# TASK DETAILS
Tally up the lines below that carry the word "rendered", answering with the figure alone.

[Records from a data collection]
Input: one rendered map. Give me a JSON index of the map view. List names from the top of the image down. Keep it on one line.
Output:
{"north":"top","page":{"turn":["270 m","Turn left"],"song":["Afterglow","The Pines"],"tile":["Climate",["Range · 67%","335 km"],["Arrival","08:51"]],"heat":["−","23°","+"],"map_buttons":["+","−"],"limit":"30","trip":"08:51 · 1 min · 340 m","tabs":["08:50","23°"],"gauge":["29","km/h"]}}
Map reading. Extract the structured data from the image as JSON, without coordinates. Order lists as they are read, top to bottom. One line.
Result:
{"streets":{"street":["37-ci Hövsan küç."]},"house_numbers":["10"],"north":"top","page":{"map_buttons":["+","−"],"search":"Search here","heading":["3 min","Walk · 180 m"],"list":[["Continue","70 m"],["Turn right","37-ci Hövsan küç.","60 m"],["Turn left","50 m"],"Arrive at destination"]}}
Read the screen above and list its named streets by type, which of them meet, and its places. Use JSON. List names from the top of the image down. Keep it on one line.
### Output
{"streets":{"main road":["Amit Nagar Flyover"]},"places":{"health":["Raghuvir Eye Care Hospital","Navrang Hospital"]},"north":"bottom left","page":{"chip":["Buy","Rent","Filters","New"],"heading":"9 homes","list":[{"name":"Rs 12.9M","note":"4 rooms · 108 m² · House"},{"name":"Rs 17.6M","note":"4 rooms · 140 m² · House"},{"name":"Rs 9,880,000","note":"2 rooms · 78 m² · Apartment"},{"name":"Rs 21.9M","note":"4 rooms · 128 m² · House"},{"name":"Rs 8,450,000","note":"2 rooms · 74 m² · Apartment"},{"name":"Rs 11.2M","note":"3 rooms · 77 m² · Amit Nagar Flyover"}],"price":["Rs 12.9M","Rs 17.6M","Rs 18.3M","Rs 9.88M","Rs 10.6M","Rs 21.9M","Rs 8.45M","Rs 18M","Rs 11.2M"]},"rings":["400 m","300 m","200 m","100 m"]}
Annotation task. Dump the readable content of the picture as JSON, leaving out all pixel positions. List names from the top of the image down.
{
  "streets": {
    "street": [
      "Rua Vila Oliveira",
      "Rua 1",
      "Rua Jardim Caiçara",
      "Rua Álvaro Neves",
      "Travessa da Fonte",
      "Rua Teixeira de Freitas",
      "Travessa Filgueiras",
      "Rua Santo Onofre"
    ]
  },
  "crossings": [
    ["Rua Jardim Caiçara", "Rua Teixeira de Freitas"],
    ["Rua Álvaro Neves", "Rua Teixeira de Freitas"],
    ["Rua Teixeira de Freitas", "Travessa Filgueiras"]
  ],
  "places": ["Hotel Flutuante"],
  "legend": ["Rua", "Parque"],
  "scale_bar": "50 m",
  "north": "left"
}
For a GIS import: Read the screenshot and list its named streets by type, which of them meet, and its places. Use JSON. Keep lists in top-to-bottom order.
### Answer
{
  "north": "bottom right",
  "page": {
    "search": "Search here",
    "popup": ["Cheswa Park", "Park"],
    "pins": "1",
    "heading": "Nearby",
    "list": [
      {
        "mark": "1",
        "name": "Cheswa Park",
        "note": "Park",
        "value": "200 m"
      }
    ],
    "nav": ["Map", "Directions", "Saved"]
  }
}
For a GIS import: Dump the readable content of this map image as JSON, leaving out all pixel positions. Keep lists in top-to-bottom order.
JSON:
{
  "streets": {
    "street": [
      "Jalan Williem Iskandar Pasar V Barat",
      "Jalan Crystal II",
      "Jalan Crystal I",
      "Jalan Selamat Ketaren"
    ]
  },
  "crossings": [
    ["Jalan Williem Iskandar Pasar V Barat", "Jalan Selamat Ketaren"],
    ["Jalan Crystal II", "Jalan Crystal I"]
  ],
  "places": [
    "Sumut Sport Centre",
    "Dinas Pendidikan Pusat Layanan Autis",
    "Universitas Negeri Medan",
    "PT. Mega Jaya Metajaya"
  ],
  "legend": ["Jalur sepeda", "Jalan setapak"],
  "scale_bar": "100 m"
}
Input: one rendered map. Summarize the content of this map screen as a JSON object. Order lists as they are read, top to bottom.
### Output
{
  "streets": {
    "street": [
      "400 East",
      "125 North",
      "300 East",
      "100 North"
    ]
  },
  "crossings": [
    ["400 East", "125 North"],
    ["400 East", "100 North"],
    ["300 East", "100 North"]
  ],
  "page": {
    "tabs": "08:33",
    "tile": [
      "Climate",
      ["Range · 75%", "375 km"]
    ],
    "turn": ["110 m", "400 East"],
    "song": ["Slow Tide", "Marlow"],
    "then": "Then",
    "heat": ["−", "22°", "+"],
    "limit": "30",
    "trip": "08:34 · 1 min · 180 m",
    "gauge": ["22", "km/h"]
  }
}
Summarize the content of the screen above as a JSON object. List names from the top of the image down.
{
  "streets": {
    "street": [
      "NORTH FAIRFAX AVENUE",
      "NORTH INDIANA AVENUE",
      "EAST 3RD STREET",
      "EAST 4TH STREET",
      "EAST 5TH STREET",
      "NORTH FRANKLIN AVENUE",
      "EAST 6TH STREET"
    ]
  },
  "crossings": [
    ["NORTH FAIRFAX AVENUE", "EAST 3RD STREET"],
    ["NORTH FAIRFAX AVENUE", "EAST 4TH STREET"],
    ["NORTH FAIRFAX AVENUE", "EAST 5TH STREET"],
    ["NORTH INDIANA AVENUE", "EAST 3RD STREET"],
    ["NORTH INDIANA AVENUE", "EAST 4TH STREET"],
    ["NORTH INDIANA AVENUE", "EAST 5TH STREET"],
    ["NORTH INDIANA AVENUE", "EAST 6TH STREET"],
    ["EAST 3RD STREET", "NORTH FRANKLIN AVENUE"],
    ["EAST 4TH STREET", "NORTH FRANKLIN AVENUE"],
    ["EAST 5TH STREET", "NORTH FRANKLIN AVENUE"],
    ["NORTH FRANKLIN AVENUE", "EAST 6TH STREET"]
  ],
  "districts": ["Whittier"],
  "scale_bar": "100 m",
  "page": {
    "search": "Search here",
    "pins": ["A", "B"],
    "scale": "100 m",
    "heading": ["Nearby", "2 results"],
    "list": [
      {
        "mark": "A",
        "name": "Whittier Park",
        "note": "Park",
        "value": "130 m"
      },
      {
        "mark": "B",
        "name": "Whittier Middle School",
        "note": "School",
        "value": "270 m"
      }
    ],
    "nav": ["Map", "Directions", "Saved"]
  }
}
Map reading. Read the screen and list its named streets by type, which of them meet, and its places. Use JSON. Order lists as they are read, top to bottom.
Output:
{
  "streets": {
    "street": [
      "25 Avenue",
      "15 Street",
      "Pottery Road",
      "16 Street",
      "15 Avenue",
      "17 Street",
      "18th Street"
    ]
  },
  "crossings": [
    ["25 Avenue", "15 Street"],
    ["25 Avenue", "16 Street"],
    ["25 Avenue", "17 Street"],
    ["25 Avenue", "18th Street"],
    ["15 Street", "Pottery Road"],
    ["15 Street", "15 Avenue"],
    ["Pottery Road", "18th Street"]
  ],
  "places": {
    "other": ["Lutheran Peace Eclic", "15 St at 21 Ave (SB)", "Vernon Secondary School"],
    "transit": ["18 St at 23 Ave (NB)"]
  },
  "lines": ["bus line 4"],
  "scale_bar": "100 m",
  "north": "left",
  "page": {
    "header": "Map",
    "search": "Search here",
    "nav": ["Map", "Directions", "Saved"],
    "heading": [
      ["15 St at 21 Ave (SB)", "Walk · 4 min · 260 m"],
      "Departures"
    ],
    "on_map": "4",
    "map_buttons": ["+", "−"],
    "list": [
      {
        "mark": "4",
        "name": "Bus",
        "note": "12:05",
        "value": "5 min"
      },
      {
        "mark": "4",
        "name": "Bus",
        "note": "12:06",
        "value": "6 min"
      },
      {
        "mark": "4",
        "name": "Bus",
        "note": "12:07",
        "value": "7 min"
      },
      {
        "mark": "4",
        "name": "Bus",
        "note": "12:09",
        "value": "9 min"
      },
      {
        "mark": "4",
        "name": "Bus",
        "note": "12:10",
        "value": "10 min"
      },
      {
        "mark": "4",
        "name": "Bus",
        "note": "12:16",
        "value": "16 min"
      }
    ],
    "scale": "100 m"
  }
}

# TASK SOLUTION
2